Two images obtained on pericardium sections are stained using hematoxylin and eosin (A) or Masson's trichrome (B). Hematoxylin and eosin section shows fibroconnective tissue with angiogenesis. In the Masson's trichrome staining, collagen-rich regions are colored in blue and Connective Tissue, Muscle and, Epithelium appear in red and purple.
Masson’s trichrome staining
This technique depicts connective tissue compartments, mainly collagen. As is denoted by its name, this method is a 3-color protocol whereby nuclei will be blue; collagen will be green or blue; and cytoplasm, keratin, muscles, and red blood cells will become red. The procedure was performed by the immersion of the fixated sample into iron hematoxylin and 3 well-prepared solutions. The light microscope was applied to detect the Collagen fibers in the pericardial samples, with 400×magnification (Olympus, Hamburg, Germany). Image J software was utilized for the analysis of the stained slides ().
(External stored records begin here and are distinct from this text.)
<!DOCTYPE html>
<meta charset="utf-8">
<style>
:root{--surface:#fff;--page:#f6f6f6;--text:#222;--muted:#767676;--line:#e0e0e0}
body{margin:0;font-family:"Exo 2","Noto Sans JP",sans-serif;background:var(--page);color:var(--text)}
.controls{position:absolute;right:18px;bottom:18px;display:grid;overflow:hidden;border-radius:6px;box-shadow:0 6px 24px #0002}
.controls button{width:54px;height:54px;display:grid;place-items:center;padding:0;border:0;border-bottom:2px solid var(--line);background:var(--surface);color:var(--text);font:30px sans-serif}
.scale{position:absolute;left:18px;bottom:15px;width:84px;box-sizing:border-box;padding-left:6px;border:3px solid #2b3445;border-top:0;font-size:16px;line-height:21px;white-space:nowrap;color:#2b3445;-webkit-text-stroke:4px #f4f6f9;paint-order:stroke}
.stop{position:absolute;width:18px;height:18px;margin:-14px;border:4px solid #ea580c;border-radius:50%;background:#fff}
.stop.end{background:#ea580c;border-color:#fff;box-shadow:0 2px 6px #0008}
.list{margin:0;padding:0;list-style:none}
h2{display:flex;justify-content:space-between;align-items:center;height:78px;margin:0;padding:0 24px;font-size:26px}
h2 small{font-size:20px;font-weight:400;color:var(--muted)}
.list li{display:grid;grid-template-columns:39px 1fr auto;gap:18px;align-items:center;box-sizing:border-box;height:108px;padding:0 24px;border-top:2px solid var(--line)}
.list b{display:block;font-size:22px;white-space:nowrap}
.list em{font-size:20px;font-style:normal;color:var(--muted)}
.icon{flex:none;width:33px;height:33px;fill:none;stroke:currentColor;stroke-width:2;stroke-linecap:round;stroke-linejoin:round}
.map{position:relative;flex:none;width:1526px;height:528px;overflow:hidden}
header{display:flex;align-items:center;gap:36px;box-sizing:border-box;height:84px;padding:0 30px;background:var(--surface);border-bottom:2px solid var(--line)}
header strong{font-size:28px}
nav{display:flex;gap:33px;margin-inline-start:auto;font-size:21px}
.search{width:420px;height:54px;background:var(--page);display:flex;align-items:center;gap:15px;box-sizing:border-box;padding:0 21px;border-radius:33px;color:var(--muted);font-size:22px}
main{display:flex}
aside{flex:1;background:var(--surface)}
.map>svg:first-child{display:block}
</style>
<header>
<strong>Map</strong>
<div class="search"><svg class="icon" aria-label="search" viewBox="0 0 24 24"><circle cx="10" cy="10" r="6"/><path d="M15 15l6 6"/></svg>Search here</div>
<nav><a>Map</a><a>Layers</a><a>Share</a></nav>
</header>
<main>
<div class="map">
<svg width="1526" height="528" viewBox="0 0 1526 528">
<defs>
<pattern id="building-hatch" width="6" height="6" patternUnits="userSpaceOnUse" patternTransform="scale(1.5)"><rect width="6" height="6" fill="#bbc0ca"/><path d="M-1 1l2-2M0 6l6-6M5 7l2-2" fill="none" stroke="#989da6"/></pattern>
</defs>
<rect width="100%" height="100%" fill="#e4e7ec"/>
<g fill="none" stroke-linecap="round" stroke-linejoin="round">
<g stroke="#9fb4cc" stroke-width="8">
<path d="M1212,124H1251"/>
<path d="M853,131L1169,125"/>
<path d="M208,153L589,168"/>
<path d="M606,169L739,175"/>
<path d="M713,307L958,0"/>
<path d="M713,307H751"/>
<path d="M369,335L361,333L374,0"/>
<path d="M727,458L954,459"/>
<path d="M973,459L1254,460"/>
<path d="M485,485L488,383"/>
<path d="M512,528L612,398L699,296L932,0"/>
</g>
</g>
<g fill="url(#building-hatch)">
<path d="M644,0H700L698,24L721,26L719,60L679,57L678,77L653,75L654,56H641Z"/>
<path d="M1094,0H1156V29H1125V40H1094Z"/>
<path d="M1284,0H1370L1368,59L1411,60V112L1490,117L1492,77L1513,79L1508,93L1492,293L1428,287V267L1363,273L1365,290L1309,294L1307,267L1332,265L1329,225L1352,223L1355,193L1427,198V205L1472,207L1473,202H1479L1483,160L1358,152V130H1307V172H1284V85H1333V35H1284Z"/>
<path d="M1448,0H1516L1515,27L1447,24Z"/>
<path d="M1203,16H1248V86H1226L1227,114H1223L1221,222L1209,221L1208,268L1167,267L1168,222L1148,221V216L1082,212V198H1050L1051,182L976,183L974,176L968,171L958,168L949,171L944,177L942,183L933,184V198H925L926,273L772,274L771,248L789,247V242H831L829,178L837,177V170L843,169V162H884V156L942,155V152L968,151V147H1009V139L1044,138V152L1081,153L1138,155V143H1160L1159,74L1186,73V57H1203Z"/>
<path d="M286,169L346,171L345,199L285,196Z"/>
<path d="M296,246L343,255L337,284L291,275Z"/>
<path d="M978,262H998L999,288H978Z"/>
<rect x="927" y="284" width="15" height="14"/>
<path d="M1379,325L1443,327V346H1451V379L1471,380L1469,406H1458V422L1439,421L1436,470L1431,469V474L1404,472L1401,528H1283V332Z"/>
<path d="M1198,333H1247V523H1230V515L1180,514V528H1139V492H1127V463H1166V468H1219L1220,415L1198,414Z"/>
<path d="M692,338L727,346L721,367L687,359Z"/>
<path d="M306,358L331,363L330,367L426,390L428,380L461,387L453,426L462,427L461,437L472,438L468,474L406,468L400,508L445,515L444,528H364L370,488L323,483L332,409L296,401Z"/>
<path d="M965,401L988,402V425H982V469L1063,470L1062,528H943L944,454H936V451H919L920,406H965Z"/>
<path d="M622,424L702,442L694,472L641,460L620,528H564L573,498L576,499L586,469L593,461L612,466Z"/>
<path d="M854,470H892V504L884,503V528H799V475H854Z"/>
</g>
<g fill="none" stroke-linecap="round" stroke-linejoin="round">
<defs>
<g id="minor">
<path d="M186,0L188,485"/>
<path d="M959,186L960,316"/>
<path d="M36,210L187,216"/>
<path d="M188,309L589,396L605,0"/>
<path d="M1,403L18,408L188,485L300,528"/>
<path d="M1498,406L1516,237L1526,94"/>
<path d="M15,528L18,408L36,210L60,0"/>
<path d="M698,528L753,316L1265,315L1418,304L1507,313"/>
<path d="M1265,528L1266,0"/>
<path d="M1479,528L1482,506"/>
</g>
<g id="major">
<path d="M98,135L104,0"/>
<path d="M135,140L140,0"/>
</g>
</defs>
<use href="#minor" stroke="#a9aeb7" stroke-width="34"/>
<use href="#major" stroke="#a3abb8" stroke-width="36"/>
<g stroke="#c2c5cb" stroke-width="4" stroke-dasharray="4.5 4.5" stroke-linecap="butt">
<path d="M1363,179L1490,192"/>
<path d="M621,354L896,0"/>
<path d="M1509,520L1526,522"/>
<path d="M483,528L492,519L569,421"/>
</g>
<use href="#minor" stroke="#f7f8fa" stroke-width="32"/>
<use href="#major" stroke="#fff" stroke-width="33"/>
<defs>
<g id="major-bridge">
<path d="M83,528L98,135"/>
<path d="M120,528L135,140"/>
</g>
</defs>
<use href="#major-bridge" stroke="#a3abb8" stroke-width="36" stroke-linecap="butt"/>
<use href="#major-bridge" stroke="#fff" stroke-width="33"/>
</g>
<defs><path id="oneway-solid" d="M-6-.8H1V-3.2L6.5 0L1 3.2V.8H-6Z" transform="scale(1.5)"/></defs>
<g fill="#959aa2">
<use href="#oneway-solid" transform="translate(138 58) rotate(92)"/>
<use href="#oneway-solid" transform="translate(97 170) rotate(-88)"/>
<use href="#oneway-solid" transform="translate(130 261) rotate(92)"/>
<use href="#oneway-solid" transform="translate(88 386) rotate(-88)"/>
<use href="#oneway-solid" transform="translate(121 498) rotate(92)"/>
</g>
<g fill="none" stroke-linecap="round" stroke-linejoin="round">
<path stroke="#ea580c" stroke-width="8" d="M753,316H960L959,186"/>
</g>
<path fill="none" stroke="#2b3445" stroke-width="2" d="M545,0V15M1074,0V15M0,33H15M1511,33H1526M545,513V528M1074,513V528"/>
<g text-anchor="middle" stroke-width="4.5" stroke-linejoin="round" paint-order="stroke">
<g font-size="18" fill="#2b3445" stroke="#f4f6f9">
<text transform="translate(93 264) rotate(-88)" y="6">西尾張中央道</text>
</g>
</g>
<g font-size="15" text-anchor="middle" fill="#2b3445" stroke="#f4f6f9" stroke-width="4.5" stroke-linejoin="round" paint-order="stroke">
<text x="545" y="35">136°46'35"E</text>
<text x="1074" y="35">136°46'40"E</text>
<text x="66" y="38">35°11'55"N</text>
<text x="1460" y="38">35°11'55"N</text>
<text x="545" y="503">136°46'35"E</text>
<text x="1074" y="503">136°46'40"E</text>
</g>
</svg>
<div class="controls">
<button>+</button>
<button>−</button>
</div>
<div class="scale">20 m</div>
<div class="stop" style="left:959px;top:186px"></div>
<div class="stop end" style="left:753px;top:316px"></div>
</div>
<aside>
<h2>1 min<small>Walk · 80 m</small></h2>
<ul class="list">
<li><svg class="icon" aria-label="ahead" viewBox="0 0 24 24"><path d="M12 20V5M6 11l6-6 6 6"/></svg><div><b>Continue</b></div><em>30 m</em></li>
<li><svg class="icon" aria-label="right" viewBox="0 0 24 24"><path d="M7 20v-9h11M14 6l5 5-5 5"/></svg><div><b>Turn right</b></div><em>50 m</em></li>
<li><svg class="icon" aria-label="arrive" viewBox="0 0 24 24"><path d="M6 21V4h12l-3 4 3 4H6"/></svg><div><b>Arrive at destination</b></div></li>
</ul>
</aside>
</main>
Immunohistochemistry (IHC) staining
This unique procedure selectively identifies the proteins of the tissue cells based on the principle of the binding of an antibody (Ab) to an antigen (Ag).
7
The tissues, which were embedded in paraffin, were sectioned with a microtome at a range of 5 to 7 µm. In the next step, the sections were fixed on slides and dehydrated with the use of alcohol. The slides were cleared before the acquisition of microscopic images. The process can be carried out either directly by utilizing an Ab against a certain Ag or indirectly in a 2- or 3-step protocol.
8
In our research, a 2-step indirect procedure was performed. Horseradish peroxidase (HRP) enzyme was used to catalyze a color-producing reaction between Ags and Abs. Primary Abs against cell markers, consisting of CD34 (stem cell and endothelial cell marker), CD31, smooth muscle alpha-actin, and von Willebrand factor (VWF) (endothelial cell marker), as well as secondary HRP-bound Abs, were applied to determine the positivity of the samples for the mentioned markers. The light microscope was applied to detect the positive CD markers with 400×magnification (Olympus, Hamburg, Germany), and images were analysed with Image J software ().
Figure 2.
Representative pictures of the pericardium sections and quantitative analysis. Above, immunohistochemical staining of smooth muscle alpha-actin (A), a normal muscular artery (B), a few (normal number) venules in acceptable limits (C), and VWF (D). Below, quantification of the stained area. Data are expressed as mean ± standard deviation.
Statistical analysis
IBM SPSS Statistics, version 22, was employed for the statistical analyses. According to the descriptive nature of the study, the results were depicted in tables. Categorical variables were represented as frequencies and percentages, while continuous variables were described as the mean ± the standard deviation or the median in terms of the normality of the distribution. One-way ANOVA was applied to investigate the difference in mean follow-up time between the five groups of patients regarding calcification.
Results
The present study was conducted on 72 patients (65.3% male, mean age = 18.68 ± 9.63 y). The youngest patient was 2 years old, and the oldest was 43 years of age. The primary diagnosis was tetralogy of Fallot in 98.6% (71/72) of the patients. One patient was diagnosed with ventricular septal defect (VSD) in combination with pulmonary stenosis. No medical comorbidity was observed in the study population. In all the patients, a fresh (untreated) autologous pericardial patch had been used in their previous surgery to correct RVOT and the main pulmonary artery. The mean follow-up duration was 13.48 ± 7.38 years. The minimum and maximum intervals between the 2 operations were 1 and 35 years, respectively. The most frequent indication for reoperation was severe pulmonary insufficiency (88.9%, 64/72). In preoperative cardiac magnetic resonance evaluations, 53 (73.6%) patients revealed no RVOT patch dilatation, 17 (23.6%) exhibited mild RVOT patch dilatation, and 2 (2.8%) had an aneurysm at the RVOT patch site. On MRI, all of the RVOT patches revealed late gadolinium enhancement (post-operative changes). Table 1 demonstrates the demographic data of the study population.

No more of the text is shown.